BEGIN Supplied data
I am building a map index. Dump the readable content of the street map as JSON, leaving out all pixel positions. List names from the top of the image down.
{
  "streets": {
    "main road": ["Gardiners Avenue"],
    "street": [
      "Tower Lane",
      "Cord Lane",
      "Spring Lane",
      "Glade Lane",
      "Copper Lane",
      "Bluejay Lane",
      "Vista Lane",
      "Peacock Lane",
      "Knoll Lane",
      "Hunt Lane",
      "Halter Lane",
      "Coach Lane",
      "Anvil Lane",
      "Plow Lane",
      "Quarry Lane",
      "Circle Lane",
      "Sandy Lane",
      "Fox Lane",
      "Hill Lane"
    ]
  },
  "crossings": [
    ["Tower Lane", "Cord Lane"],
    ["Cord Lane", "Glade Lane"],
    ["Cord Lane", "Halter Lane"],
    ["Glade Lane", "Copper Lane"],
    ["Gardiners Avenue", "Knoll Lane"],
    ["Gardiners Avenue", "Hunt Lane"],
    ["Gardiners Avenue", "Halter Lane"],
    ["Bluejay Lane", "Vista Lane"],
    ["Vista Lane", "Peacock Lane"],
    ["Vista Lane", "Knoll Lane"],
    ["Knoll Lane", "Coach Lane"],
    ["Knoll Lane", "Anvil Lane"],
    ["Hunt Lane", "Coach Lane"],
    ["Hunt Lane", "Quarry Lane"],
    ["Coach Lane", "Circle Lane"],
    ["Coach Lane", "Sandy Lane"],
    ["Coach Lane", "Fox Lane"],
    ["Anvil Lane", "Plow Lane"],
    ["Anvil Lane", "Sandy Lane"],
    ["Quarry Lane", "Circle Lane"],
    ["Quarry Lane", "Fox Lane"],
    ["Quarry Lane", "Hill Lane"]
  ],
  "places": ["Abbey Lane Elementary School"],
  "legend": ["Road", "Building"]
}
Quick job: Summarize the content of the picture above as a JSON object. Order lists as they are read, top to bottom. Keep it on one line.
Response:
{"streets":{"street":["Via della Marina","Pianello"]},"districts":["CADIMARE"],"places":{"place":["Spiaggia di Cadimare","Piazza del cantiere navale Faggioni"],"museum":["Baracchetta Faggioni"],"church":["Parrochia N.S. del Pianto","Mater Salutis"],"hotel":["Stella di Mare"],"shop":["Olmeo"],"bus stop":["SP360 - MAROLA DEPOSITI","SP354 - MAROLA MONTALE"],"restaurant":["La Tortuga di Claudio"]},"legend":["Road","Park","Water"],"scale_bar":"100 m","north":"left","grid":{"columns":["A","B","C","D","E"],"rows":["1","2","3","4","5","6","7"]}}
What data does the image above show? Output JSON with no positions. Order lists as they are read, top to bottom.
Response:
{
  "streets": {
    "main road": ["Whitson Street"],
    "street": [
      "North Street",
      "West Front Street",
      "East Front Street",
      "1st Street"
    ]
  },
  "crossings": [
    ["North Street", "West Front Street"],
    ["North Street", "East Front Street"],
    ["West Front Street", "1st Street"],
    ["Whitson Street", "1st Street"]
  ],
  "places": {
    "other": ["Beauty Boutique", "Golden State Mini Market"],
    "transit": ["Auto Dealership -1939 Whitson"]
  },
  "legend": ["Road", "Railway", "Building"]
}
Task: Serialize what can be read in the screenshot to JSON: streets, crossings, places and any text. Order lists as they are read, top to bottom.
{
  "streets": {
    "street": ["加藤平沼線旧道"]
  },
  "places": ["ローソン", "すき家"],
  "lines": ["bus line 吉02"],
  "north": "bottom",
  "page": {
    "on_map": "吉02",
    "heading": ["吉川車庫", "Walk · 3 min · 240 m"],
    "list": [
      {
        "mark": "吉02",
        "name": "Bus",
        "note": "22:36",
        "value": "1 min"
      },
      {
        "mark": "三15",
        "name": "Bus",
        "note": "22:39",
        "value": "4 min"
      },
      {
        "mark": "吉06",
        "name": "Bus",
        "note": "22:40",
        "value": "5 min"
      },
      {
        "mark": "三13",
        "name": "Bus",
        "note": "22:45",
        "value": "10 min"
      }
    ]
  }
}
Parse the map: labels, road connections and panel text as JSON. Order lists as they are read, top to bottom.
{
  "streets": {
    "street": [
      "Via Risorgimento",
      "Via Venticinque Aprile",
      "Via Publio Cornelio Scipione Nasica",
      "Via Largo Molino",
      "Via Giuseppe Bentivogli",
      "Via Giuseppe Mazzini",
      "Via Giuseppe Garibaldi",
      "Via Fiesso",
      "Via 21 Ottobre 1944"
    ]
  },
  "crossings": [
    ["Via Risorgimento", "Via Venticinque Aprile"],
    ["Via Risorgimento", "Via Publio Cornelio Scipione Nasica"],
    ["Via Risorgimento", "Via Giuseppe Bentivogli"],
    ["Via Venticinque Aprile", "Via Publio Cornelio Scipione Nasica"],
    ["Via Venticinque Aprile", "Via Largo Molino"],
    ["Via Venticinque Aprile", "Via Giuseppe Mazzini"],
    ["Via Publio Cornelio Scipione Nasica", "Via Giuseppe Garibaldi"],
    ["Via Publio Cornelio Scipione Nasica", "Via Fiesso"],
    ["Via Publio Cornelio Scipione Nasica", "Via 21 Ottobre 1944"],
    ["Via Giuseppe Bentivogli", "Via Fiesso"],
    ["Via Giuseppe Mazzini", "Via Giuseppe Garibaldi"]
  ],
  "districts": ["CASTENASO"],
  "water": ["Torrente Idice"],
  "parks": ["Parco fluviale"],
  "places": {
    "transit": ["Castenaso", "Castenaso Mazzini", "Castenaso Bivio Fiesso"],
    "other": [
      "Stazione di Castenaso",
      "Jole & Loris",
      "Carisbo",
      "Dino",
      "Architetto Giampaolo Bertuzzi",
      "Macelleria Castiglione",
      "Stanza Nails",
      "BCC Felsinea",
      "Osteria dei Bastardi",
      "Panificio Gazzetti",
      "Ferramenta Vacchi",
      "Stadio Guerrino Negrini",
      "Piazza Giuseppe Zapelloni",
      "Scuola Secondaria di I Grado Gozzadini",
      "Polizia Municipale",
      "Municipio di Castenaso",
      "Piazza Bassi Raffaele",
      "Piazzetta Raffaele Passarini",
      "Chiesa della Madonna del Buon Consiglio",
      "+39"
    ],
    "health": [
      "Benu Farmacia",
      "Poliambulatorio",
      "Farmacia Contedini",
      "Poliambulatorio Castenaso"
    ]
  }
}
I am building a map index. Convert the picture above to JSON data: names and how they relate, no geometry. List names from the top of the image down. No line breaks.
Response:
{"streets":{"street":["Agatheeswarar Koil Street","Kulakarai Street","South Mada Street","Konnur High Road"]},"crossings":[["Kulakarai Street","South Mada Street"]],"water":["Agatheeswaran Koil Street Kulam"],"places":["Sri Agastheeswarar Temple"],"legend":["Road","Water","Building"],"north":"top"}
END Supplied data
Work to complete »
Your answer should consist of all lines above that include the string "from".

Answer box »
I am building a map index. Dump the readable content of the street map as JSON, leaving out all pixel positions. List names from the top of the image down.
I am building a map index. Convert the picture above to JSON data: names and how they relate, no geometry. List names from the top of the image down. No line breaks.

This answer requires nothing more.